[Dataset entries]

....................

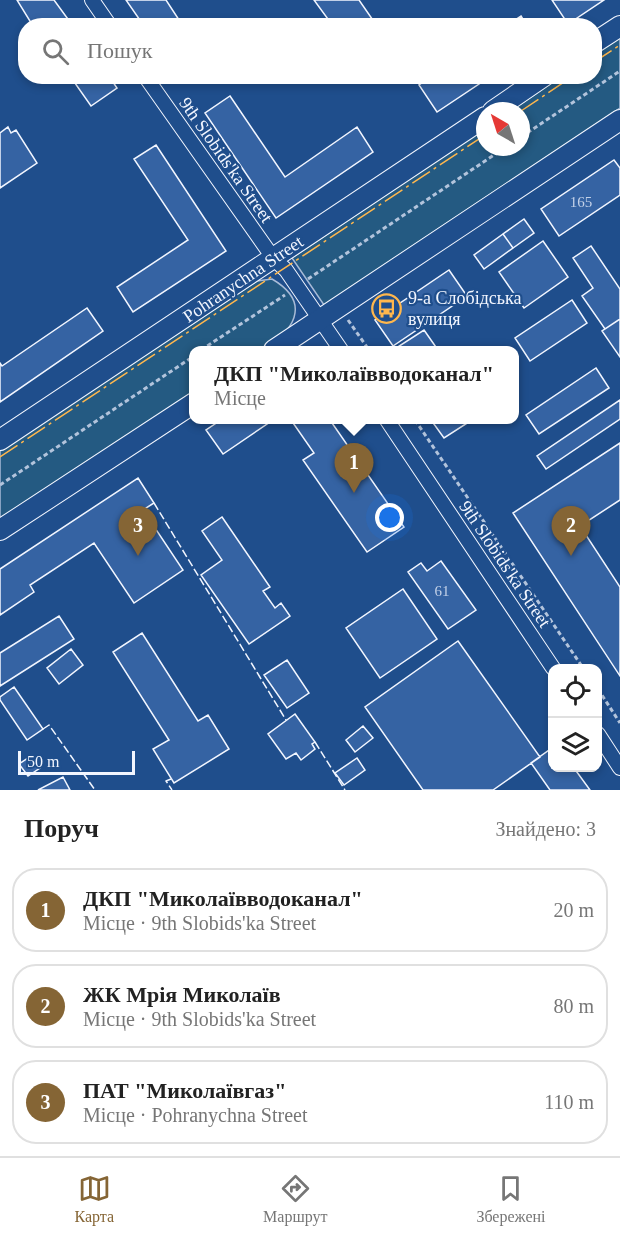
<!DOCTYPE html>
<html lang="uk">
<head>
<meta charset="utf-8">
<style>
  :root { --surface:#fff; --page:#f6f6f6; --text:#222; --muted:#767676; --line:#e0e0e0; --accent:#856535 }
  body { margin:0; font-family:"Times New Roman",serif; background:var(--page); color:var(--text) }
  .controls { position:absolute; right:18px; bottom:18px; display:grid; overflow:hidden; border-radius:12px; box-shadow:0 3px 9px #0003 }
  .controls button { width:54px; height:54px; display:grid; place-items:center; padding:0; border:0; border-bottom:2px solid var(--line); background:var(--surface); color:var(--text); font:30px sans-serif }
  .compass { position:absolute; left:476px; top:102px; width:54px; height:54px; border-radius:50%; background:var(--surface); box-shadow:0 3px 9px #0003; rotate:321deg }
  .scale { position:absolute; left:18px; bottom:15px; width:117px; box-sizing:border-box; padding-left:6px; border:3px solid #f2f6ff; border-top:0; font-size:16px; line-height:21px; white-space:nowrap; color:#f2f6ff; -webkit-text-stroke:4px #1f4e8c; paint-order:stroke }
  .you { position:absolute; left:390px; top:518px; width:21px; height:21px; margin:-15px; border:4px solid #fff; border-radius:50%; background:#1a73e8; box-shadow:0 0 0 9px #1a73e833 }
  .badge { display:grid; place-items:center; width:39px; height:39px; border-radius:50%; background:var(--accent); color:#fff; font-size:20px; font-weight:700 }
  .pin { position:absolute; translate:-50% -50px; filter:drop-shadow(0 2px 3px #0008) }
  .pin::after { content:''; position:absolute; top:32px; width:21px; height:18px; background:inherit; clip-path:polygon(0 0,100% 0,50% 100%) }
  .popup { position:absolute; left:189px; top:346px; width:330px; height:78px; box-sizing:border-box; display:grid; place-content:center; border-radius:12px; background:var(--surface); filter:drop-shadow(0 2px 4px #0005); font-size:20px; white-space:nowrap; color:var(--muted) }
  .popup b { font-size:22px; color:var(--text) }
  .popup::after { content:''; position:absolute; left:50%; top:100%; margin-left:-12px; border:12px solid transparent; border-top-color:var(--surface) }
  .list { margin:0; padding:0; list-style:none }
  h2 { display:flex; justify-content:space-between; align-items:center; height:78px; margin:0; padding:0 24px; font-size:26px }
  h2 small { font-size:20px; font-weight:400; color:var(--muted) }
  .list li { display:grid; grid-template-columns:39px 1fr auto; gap:18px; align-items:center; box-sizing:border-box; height:84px; margin:0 12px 12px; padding:0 12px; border:2px solid var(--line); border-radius:24px }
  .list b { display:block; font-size:22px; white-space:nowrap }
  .list p { margin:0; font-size:20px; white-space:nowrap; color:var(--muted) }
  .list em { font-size:20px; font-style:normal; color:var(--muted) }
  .icon { flex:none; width:33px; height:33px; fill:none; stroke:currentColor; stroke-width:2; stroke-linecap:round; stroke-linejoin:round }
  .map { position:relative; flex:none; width:620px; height:790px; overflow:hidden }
  .search { position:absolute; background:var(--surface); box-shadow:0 3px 9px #0003; left:18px; right:18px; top:18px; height:66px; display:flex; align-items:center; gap:15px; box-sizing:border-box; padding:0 21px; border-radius:24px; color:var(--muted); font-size:22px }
  .sheet { height:366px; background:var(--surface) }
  nav { display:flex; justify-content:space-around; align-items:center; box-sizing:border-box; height:84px; border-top:2px solid var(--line); background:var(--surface); font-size:16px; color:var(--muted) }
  nav a { display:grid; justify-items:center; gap:3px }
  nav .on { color:var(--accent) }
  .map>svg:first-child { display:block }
  .green { fill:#245a82; stroke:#a8bbd7; stroke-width:1.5 }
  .building { fill:#3563a3; stroke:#f2f6ff; stroke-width:1.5 }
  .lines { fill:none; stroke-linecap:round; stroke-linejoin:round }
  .street-casing { stroke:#f2f6ff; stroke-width:16 }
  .secondary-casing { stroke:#f2f6ff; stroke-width:22 }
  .path { stroke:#b3c4dc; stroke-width:3; stroke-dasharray:4.5 3; stroke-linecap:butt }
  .street { stroke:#1f4e8c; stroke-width:14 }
  .secondary { stroke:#1f4e8c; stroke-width:20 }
  .fence { stroke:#f2f6ff; stroke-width:1.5; stroke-dasharray:8 3; stroke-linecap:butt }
  .power { stroke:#ffb74d; stroke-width:1.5; stroke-dasharray:21 4.5 3 4.5; stroke-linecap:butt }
  .labels { text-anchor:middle; stroke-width:4.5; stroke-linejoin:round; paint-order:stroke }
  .number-label { font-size:15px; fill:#c3d1e8 }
  .street-label { font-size:18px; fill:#f2f6ff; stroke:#1f4e8c }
  .poi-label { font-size:18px; fill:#f2f6ff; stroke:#1f4e8c; text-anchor:start }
</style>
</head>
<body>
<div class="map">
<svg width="620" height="790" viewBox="0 0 620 790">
  <rect width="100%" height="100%" fill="#1f4e8c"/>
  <!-- green -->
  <path class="green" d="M620,37V108L324,305L292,258L485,128V147H521V111H510L561,77L594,76L595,54Z
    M272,279C313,303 294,334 259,350C246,355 209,350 194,350L193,393L0,522V451L257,281Z"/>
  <!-- building -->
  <path class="building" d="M17,0H54L73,26H33Z
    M126,0H166L183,26H144Z
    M314,0H359L377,26H333Z
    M552,0H604L568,24Z
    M521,16L527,26H506Z
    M70,76H109L117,88L91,106Z
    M431,76H491L437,112L419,85Z
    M230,96L285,177L357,127L373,152L276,218L205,113Z
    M8,127L11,133L16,130L37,163L0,188V133Z
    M156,145L226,251L133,312L117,287L188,240L134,159Z
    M614,160L620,168V195L559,236L541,209Z
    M524,219L534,233L513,248L503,234Z
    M503,234L513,248L484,269L474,255Z
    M543,241L568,277L524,308L499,272Z
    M591,246L620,289V319L605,329L582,296L593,288L573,258Z
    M449,270L467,296L393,346L375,320Z
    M572,300L587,323L530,361L515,338Z
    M87,308L103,331L0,402V363L2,366Z
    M620,319V357L602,331Z
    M424,330L438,350H393Z
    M596,368L609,388L539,434L526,415Z
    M620,400V419L546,469L537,456Z
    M221,420H273L223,454L206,430Z
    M291,420H330L404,527L367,552L303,460L314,453Z
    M431,420H472L444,438Z
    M620,443V500L580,526L620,587V676L513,513Z
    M138,478L154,503L143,510L183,570L134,603L94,543L30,585L34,592L0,615V569Z
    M222,517L270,587L263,591L275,608L281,603L290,616L249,644L201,575L222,560L202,531Z
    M441,561L476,610L448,629L408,572L421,563L427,571Z
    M403,589L437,639L380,678L346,628Z
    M59,616L74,639L0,686V653Z
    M142,633L198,721L208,715L229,749L174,783L153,749L169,740L113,652Z
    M458,641L540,757L493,790H423L365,707Z
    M71,649L83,665L59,684L47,668Z
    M287,660L309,693L287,708L264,675Z
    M14,687L43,729L27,740L0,700V697Z
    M295,714L315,742L312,744L315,749L301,760L296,753L286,759L268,734Z
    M363,726L373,738L355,752L346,740Z
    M552,748V768H574L590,790H550L531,763Z
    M31,756L40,768L28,776L19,764Z
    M357,758L365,770L344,785L335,773Z
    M63,777L70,790H38Z"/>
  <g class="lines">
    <defs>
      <path id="street" d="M92,0L110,26
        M145,76L274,259L286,270L341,350
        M387,420L553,668
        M598,734L620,768"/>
      <path id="secondary" d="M594,43L620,26
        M493,111L544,76
        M274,350L620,120
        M0,440L485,117
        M0,530L194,403"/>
    </defs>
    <!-- street casing -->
    <use href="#street" class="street-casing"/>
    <!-- secondary casing -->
    <use href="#secondary" class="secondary-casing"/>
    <!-- path -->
    <path class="path" d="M521,137L620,71
      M308,279L506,147
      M348,320L369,350
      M201,350L285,295
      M415,420L583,668
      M0,485L194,356
      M598,689L620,723"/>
    <!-- street -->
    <use href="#street" class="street"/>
    <!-- secondary -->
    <use href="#secondary" class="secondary"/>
    <!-- fence -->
    <path class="fence" d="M154,503L286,720
      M43,729L49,725L95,790
      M315,742L345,790
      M171,779L166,781L172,790"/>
    <!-- power -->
    <path class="power" d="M594,62L620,45
      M521,111L573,76
      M0,457L485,135"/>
  </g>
  <!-- icons -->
  <defs>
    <symbol id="bus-ring" viewBox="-11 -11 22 22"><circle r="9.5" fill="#1f4e8c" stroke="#ffb74d" stroke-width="1.5"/><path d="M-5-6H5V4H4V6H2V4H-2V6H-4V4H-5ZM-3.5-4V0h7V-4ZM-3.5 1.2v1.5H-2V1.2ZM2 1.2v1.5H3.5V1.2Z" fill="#ffb74d"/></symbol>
  </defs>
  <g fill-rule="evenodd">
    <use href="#bus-ring" x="370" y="292" width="33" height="33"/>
  </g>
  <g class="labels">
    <!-- number labels -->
    <g class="number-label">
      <text x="581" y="207">165</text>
      <text x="442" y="596">61</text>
    </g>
    <!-- street labels -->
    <g class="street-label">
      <text transform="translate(226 160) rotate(55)" y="6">9th Slobids'ka Street</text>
      <text transform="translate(243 279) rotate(-34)" y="6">Pohranychna Street</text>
      <text transform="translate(505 564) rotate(56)" y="6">9th Slobids'ka Street</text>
    </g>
    <!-- poi labels -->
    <g class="poi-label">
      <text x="408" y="304">9-а Слобідська<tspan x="408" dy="21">вулиця</tspan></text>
    </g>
  </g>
</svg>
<div class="controls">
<button><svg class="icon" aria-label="locate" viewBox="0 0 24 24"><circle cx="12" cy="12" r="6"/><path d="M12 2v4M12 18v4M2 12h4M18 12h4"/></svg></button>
<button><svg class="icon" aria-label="layers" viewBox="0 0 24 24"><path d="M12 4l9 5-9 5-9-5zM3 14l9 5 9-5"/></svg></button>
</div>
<svg class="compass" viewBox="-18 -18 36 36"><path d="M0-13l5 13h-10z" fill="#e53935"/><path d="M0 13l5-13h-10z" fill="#767676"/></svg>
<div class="scale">50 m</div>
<div class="you"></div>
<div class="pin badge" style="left:354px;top:493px">1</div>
<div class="popup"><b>ДКП &quot;Миколаївводоканал&quot;</b>Місце</div>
<div class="pin badge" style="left:571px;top:556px">2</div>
<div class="pin badge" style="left:138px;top:556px">3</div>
<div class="search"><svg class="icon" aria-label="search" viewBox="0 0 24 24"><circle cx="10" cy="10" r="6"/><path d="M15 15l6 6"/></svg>Пошук</div>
</div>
<section class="sheet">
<h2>Поруч<small>Знайдено: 3</small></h2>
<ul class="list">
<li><span class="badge">1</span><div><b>ДКП &quot;Миколаївводоканал&quot;</b><p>Місце · 9th Slobids'ka Street</p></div><em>20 m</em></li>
<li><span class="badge">2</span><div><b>ЖК Мрія Миколаїв</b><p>Місце · 9th Slobids'ka Street</p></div><em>80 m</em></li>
<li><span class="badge">3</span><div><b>ПАТ &quot;Миколаївгаз&quot;</b><p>Місце · Pohranychna Street</p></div><em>110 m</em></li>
</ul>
</section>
<nav>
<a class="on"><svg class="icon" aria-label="map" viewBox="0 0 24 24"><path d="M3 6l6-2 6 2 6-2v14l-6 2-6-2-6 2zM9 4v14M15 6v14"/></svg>Карта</a>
<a><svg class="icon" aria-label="directions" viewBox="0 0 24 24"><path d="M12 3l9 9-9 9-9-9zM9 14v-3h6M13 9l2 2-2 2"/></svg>Маршрут</a>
<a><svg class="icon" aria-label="saved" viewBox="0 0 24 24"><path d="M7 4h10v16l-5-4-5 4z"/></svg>Збережені</a>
</nav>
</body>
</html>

....................

Starting with the line that holds "M591,246L620,289V319L605,329L582,296L593,288L573,258Z" and ending with the line that holds "M415,420L583,668", retype every line in the data above exactly, and nothing else.

    M591,246L620,289V319L605,329L582,296L593,288L573,258Z
    M449,270L467,296L393,346L375,320Z
    M572,300L587,323L530,361L515,338Z
    M87,308L103,331L0,402V363L2,366Z
    M620,319V357L602,331Z
    M424,330L438,350H393Z
    M596,368L609,388L539,434L526,415Z
    M620,400V419L546,469L537,456Z
    M221,420H273L223,454L206,430Z
    M291,420H330L404,527L367,552L303,460L314,453Z
    M431,420H472L444,438Z
    M620,443V500L580,526L620,587V676L513,513Z
    M138,478L154,503L143,510L183,570L134,603L94,543L30,585L34,592L0,615V569Z
    M222,517L270,587L263,591L275,608L281,603L290,616L249,644L201,575L222,560L202,531Z
    M441,561L476,610L448,629L408,572L421,563L427,571Z
    M403,589L437,639L380,678L346,628Z
    M59,616L74,639L0,686V653Z
    M142,633L198,721L208,715L229,749L174,783L153,749L169,740L113,652Z
    M458,641L540,757L493,790H423L365,707Z
    M71,649L83,665L59,684L47,668Z
    M287,660L309,693L287,708L264,675Z
    M14,687L43,729L27,740L0,700V697Z
    M295,714L315,742L312,744L315,749L301,760L296,753L286,759L268,734Z
    M363,726L373,738L355,752L346,740Z
    M552,748V768H574L590,790H550L531,763Z
    M31,756L40,768L28,776L19,764Z
    M357,758L365,770L344,785L335,773Z
    M63,777L70,790H38Z"/>
  <g class="lines">
    <defs>
      <path id="street" d="M92,0L110,26
        M145,76L274,259L286,270L341,350
        M387,420L553,668
        M598,734L620,768"/>
      <path id="secondary" d="M594,43L620,26
        M493,111L544,76
        M274,350L620,120
        M0,440L485,117
        M0,530L194,403"/>
    </defs>
    <!-- street casing -->
    <use href="#street" class="street-casing"/>
    <!-- secondary casing -->
    <use href="#secondary" class="secondary-casing"/>
    <!-- path -->
    <path class="path" d="M521,137L620,71
      M308,279L506,147
      M348,320L369,350
      M201,350L285,295
      M415,420L583,668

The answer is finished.